Al dimissionario Alberto Negrini dovrebbe subentrare l’avvocato penalista Rea che si è dichiarato molto dubbioso. Indeciso anche il secondo dei non eletti di Forza Italia

La partita è tutt’altro che chiusa: chi prenderà il posto del dimissionario Alberto Negrini? L’addio al consiglio comunale del commerciante storico del centro cittadino, esponente di spicco di Confcommercio sul quale la scorsa primavera era confluito il progetto del centrodestra di tornare a Palazzo Bovara entrando dalla porta principale, apre a una successione che appare tutt’altro che scontata.
Mentre Negrini sta ricevendo tantissimi attestati di stima e richieste di ripensamento, anche chi da regolamento è chiamato a occupare la sedia che sta per essere lasciata libera in consiglio comunale sta riflettendo attentamente.
Il posto vacante spetterà a un esponente di Forza Italia. Il primo non eletto degli azzurri, che nell’assise lecchese hanno portato lo scorso giugno soltanto Enrico Antonio Tallarita, è l’avvocato Claudio Rea, forte delle sue 39 preferenze personali. Il penalista, però, ha già spiegato di non essere certo di accettare la surroga e di aver bisogno di pensarci. Se l’avvocato dovesse rifiutare, la palla passerebbe nelle mani di Fabrizio Bocci, ex questore e capolista alle ultime comunali, che aveva raccolto 32 voti di preferenza. Lui stesso, raggiunto ieri telefonicamente, si è detto spiazzato dagli ultimi sviluppi. Rientrato a Lecco solo da qualche ora da una vacanza fuori città, ha infatti appreso della decisione di Negrini ma non ha ancora avuto il modo di approfondirne cause e conseguenze.
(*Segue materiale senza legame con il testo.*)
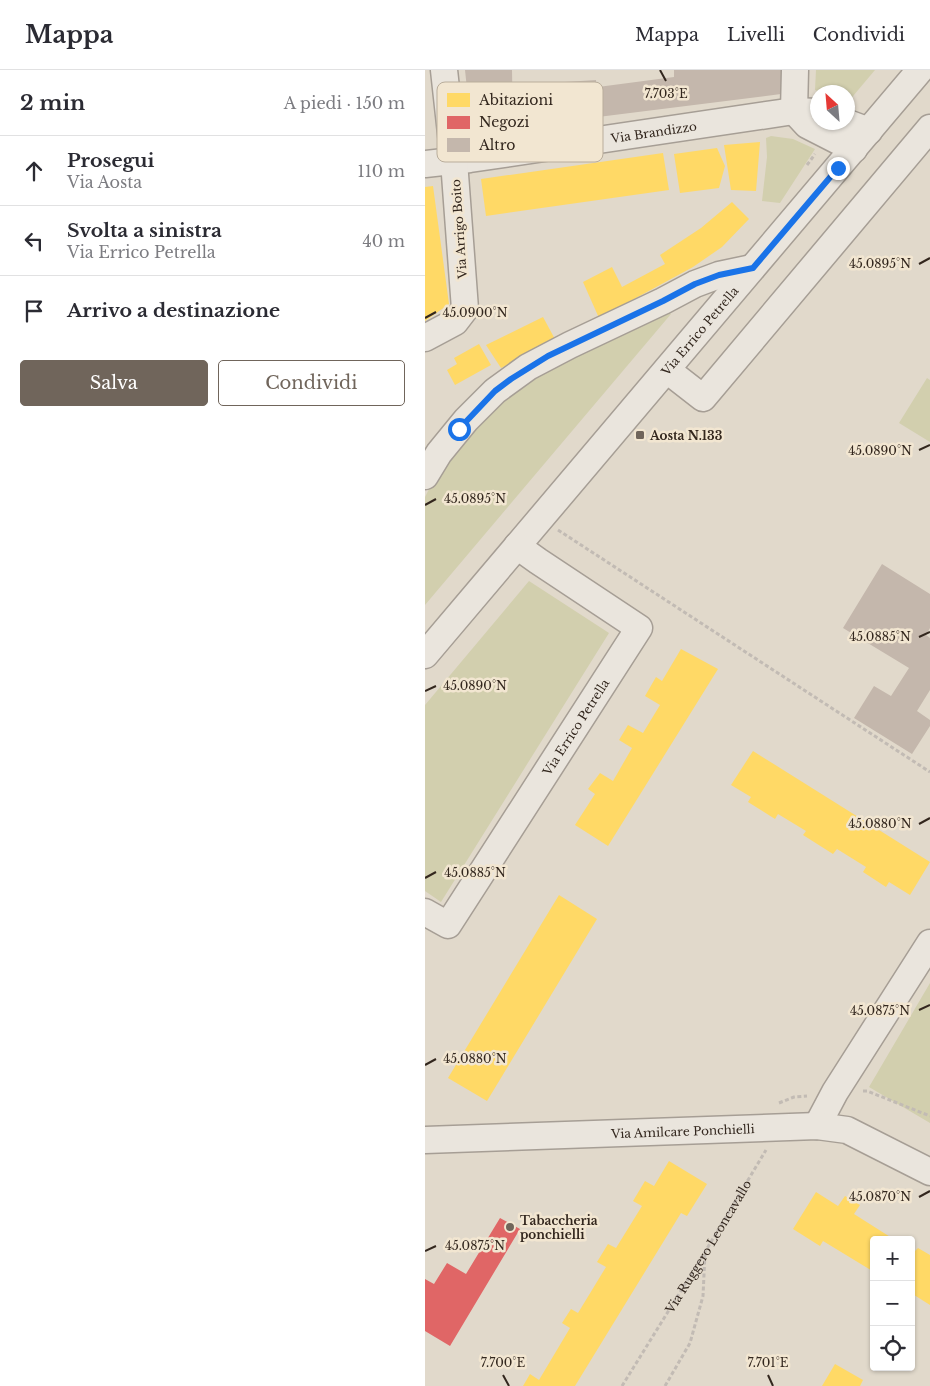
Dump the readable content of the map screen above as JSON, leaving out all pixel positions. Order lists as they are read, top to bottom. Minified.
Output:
{"streets":{"street":["Via Brandizzo","Via Arrigo Boito","Via Errico Petrella","Via Amilcare Ponchielli"],"path":["Via Ruggero Leoncavallo"]},"crossings":[["Via Amilcare Ponchielli","Via Ruggero Leoncavallo"]],"places":{"transit":["Aosta N.133"],"other":["Tabaccheria ponchielli"]},"legend":["Abitazioni","Negozi","Altro"],"north":"top left","page":{"header":"Mappa","nav":["Mappa","Livelli","Condividi"],"heading":["2 min","A piedi · 150 m"],"list":[["Prosegui","Via Aosta","110 m"],["Svolta a sinistra","Via Errico Petrella","40 m"],"Arrivo a destinazione"],"buttons":["Salva","Condividi"],"map_buttons":["+","−"]},"coordinates":["7.703°E","45.0895°N","45.0900°N","45.0890°N","45.0885°N","45.0880°N","45.0875°N","45.0870°N","7.700°E","7.701°E"]}
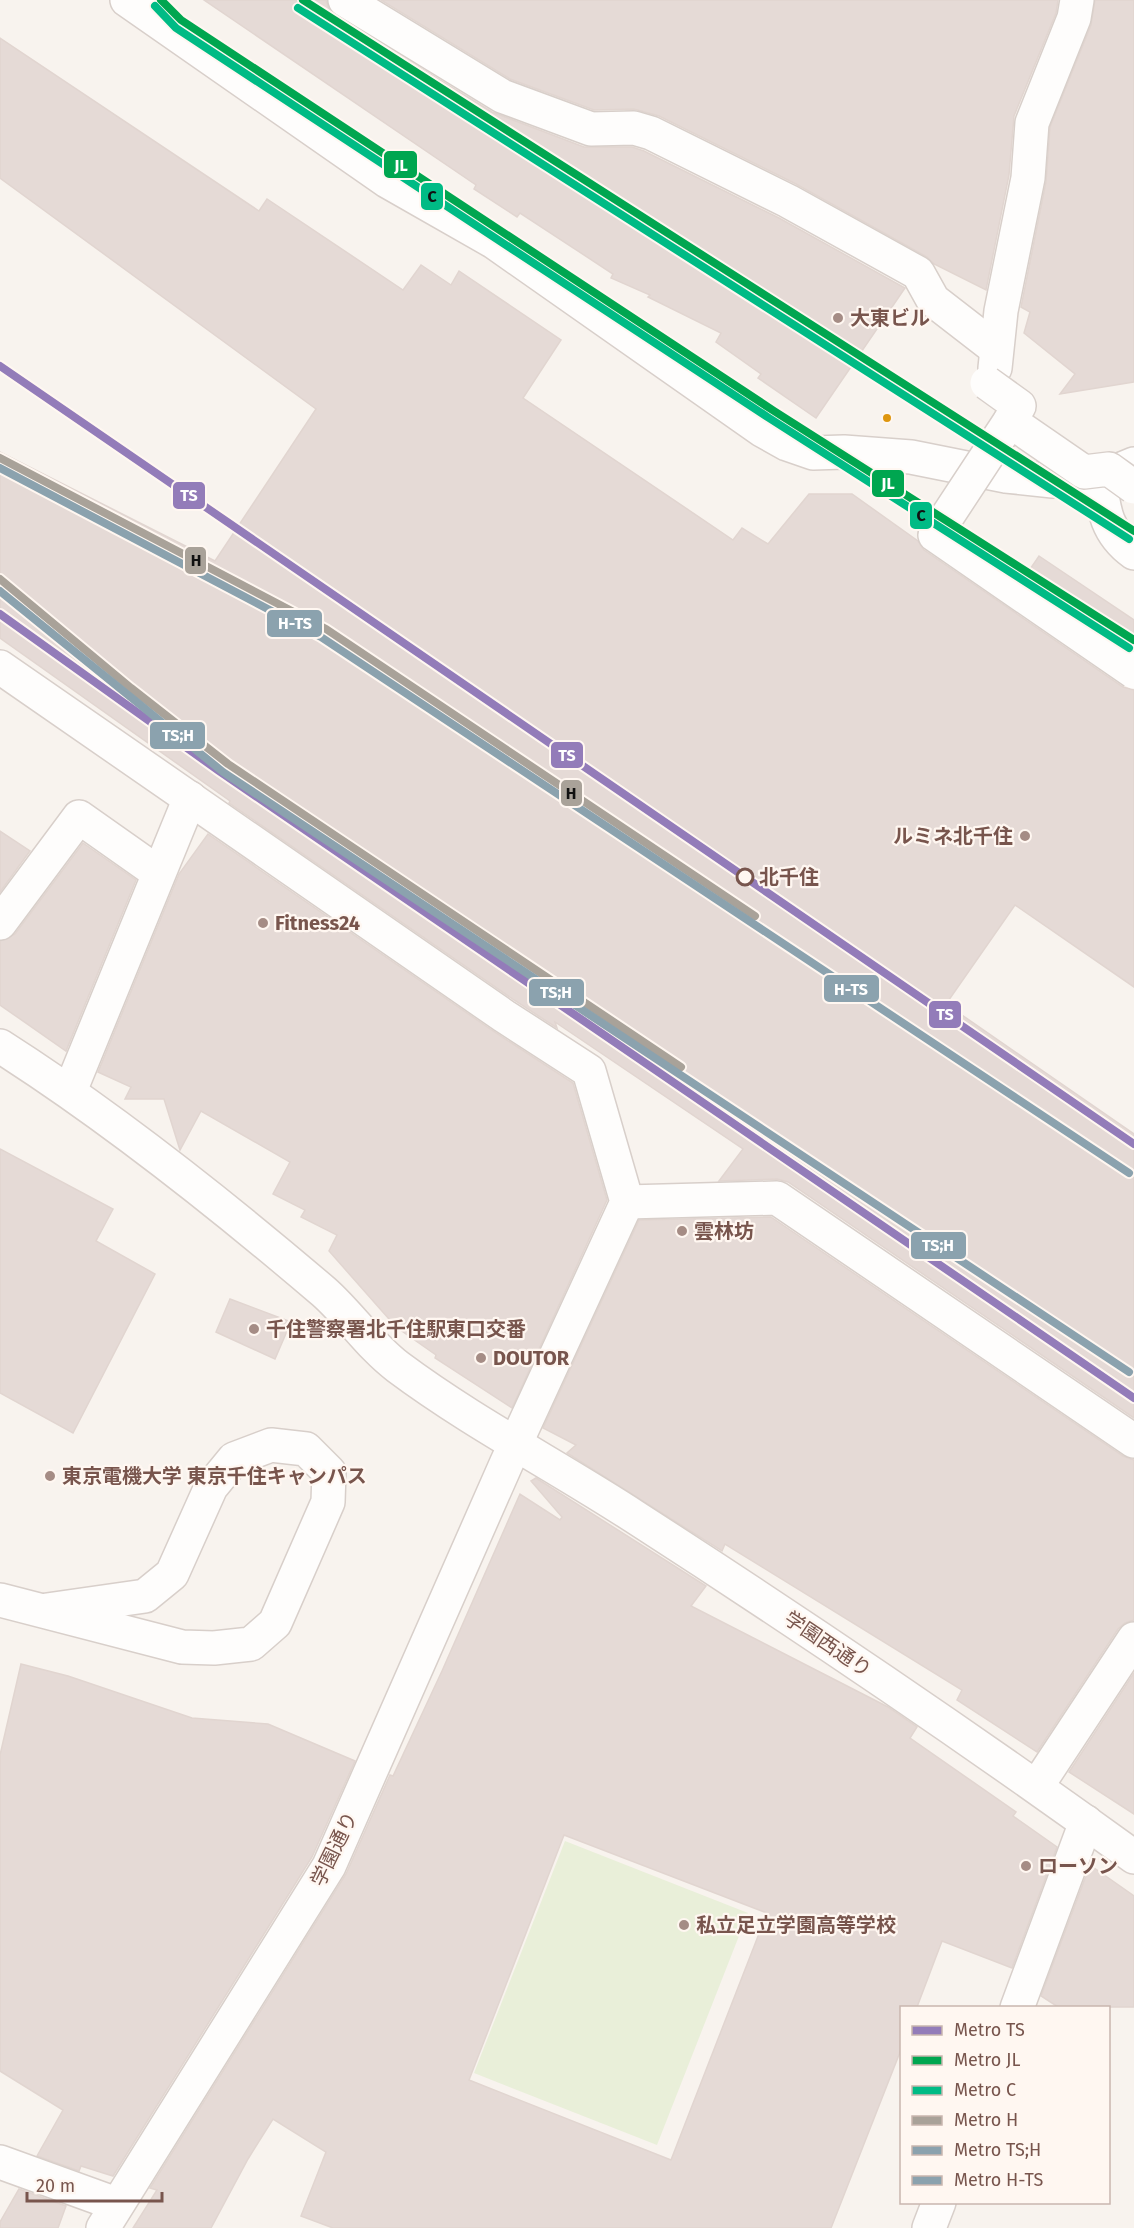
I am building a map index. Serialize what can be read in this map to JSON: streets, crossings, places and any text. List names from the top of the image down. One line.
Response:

«Sono appena rientrato e non ho ancora avuto la possibilità di capire bene cosa sia successo in quest’ultimo periodo – ci ha spiegato ieri pomeriggio -. Ho la necessità di comprendere quali siano le motivazioni alla base delle dimissioni e, in ogni caso, mi dovrò confrontare anche con il partito per verificarne le intenzioni e la linea che si intende seguire. Per quanto mi riguarda, è prematuro anche esprimermi sulla possibilità di accettare o meno l’incarico, perché ho appena appreso di questa situazione e non ho avuto nemmeno il tempo per pensarci».